Male-deleterious-trait associations
Alleles at the seventeen microsatellite loci (dataset A) have previously
been shown to be significantly associated with two deleterious traits in
male buffalo from southern KNP (i.e., south of the Olifants River): 1)
low body condition and 2) BTB infection (van Hooft et al., 2018; van
Hooft et al., 2014). BTB was present only in southern KNP at the time of
sampling, except for three BTB-positive individuals in the north. Here
we considered all microsatellite alleles from southern KNP, after
excluding rare alleles (observed <15 times), as being
potentially associated with male-deleterious traits when they had a
higher frequency among low-body-condition, BTB-positive males than among
high-body-condition, BTB-negative males. The sample sizes of these two
male groups were similar, N = 35 and N = 39 respectively.
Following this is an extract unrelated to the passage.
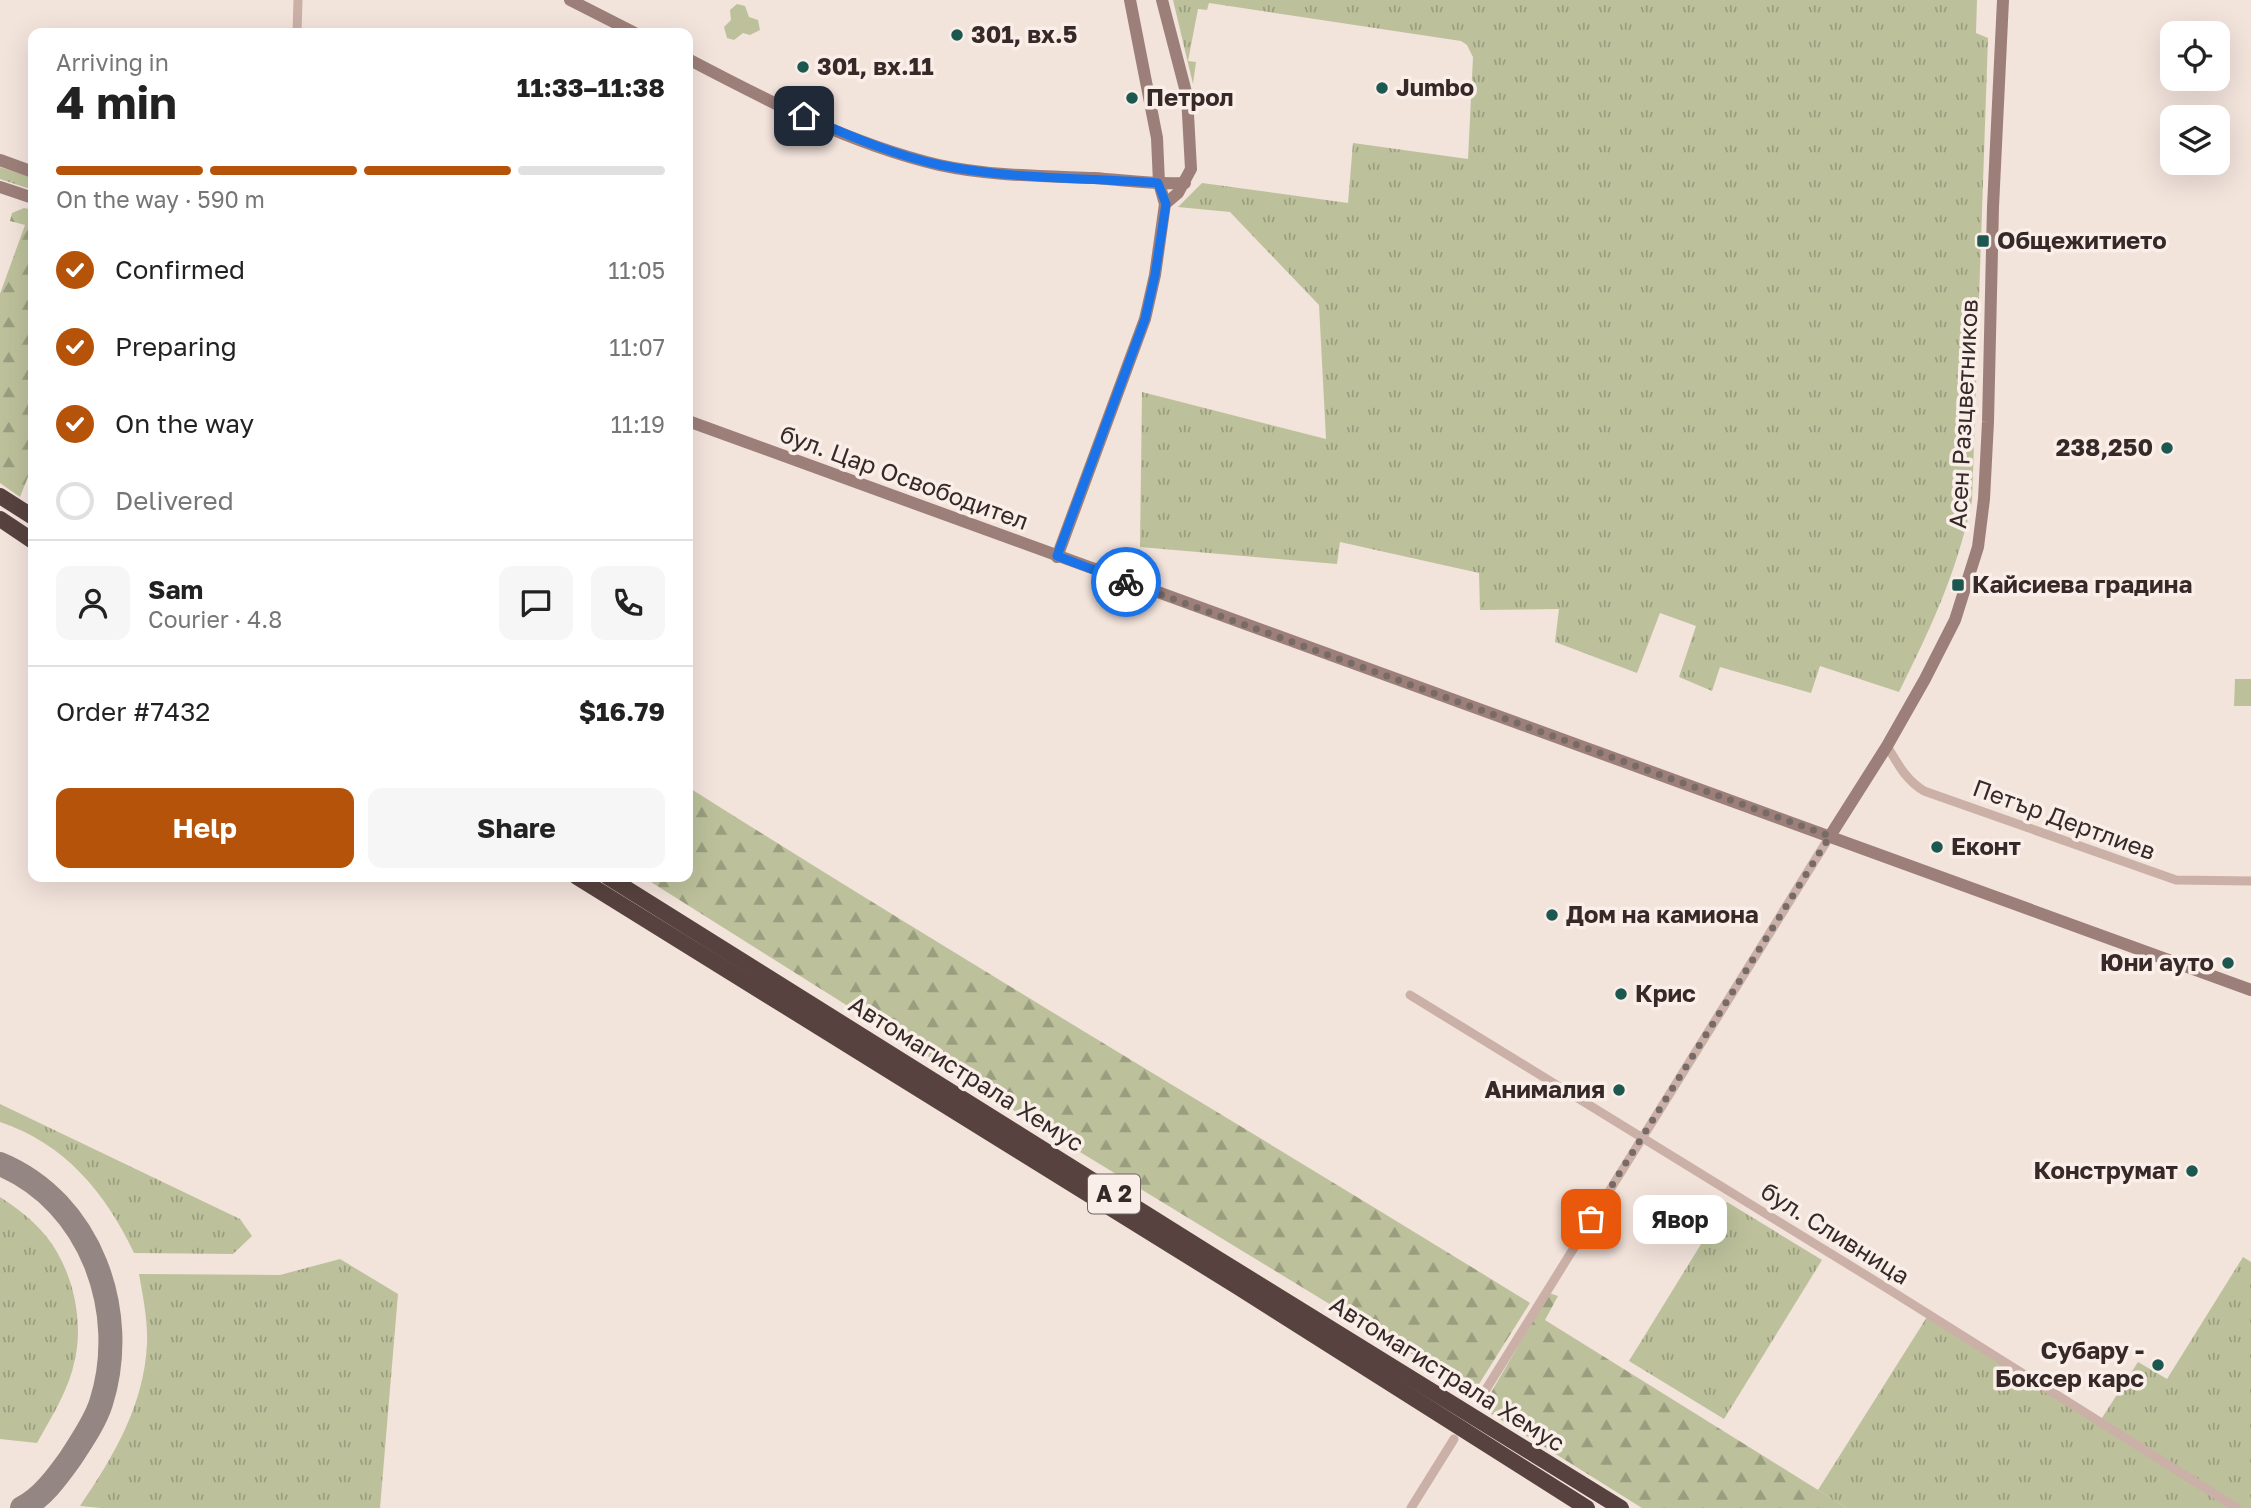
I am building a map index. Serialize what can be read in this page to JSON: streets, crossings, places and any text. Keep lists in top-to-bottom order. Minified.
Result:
{"streets":{"highway":["Автомагистрала Хемус","A 2"],"street":["Асен Разцветников","бул. Цар Освободител","Петър Дертлиев","бул. Сливница"]},"crossings":[["Асен Разцветников","бул. Цар Освободител"],["Асен Разцветников","Петър Дертлиев"]],"places":{"other":["301, вх.5","301, вх.11","Jumbo","Петрол","238,250","Еконт","Дом на камиона","Юни ауто","Крис","Анималия","Конструмат","Явор","Субару - Боксер карс"],"transit":["Общежитието","Кайсиева градина"]},"page":{"heading":["4 min","Arriving in","11:33–11:38"],"panel":["Sam","Courier · 4.8","Order #7432","$16.79"],"bar":"On the way · 590 m","list":[["Confirmed","11:05"],["Preparing","11:07"],["On the way","11:19"],"Delivered"],"buttons":["Help","Share"],"bubble":"Явор"}}
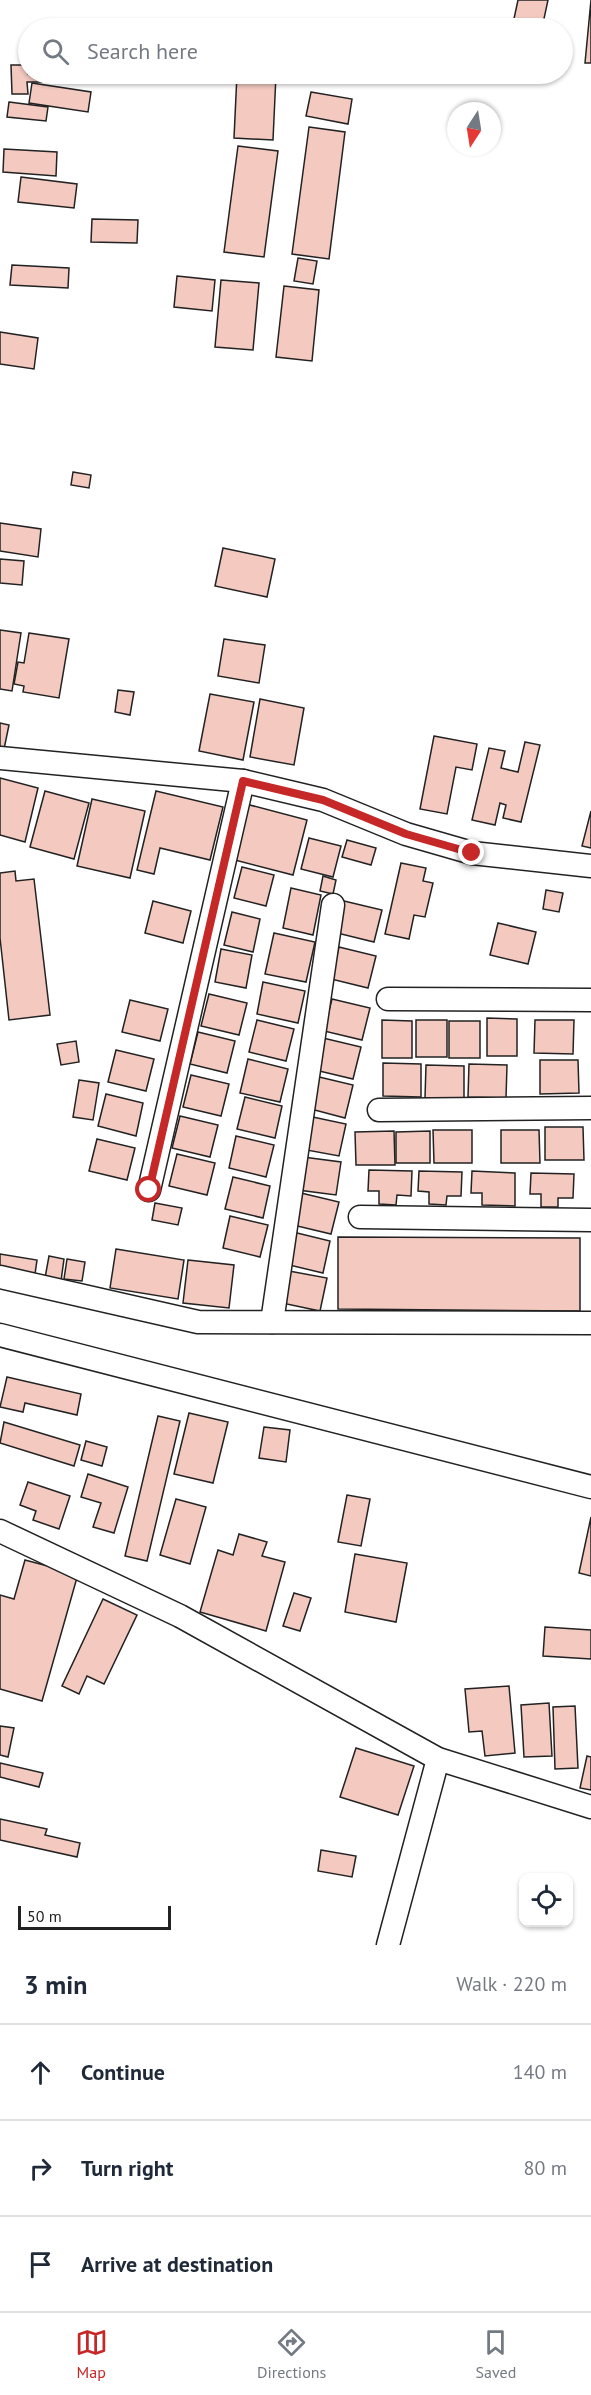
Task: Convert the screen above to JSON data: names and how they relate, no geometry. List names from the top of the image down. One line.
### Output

As argued in an earlier study, comparison of allele frequencies between
the two male groups probably constitutes a reliable indicator of
association strength with male-deleterious traits (van Hooft et al.,
2019). In contrast to that study, we did not make a further distinction
among alleles according to their association with female-beneficial
traits. Thus, as discussed elsewhere (van Hooft et al., 2019), we
assumed two alleles per coding gene with the aforementioned
sexually-antagonistic trait associations due to linkage with a second
coding gene.
As in earlier studies, we made a distinction between two groups of
microsatellites based on whether their alleles showed highest frequency
in low or high body-condition individuals from southern KNP (van Hooft
et al., 2018; van Hooft et al., 2019; van Hooft et al., 2014). From our
first group of eight microsatellites (BM3517 , BM4028 ,ETH010 , ETH225 , INRA006 , INRA128 ,TGLA227 and TGLA263 ) we identified eight high-frequency
alleles, one at each locus (frequency > 0.63 in all eight
cases), that were associated with low body condition in both sexes and
thus likely linked to sex-independent deleterious alleles (van Hooft et
al., 2014). As in earlier studies, we refer to this group as the
deleterious-effect-associated loci (DE loci) (van Hooft et al., 2018;
van Hooft et al., 2019; van Hooft et al., 2014). From our second group
of nine microsatellites (BM0719 , BM1824 , BM3205 ,CSSM019 , DIK020 , ILSTS026 , SPS115 ,TGLA057 and TGLA159 ) we identified a number of alleles (36
out of 53, excluding rare alleles with frequency <0.05) that
showed sexually antagonistic associations. They were either associated
with low body condition in males and high body condition in females (19
alleles) or vice versa (17 alleles). Alleles of this second group
are assumed to be linked to haplotypes consisting of closely linked
male-specific deleterious and female-specific beneficial alleles (van
Hooft et al., 2019; van Hooft et al., 2014). As in earlier studies, we
refer to the second group as the sexually-antagonistic-effect-associated
loci (SAE loci) (van Hooft et al., 2018; van Hooft et al., 2019; van
Hooft et al., 2014). The two microsatellite groups are largely
independent because only two out of 72 DE-SAE locus pairs
(INRA006 -ILSTS026 and TGLA057 -INRA128 ) are
characterized by an interlocus distance <29 Megabase (Mb).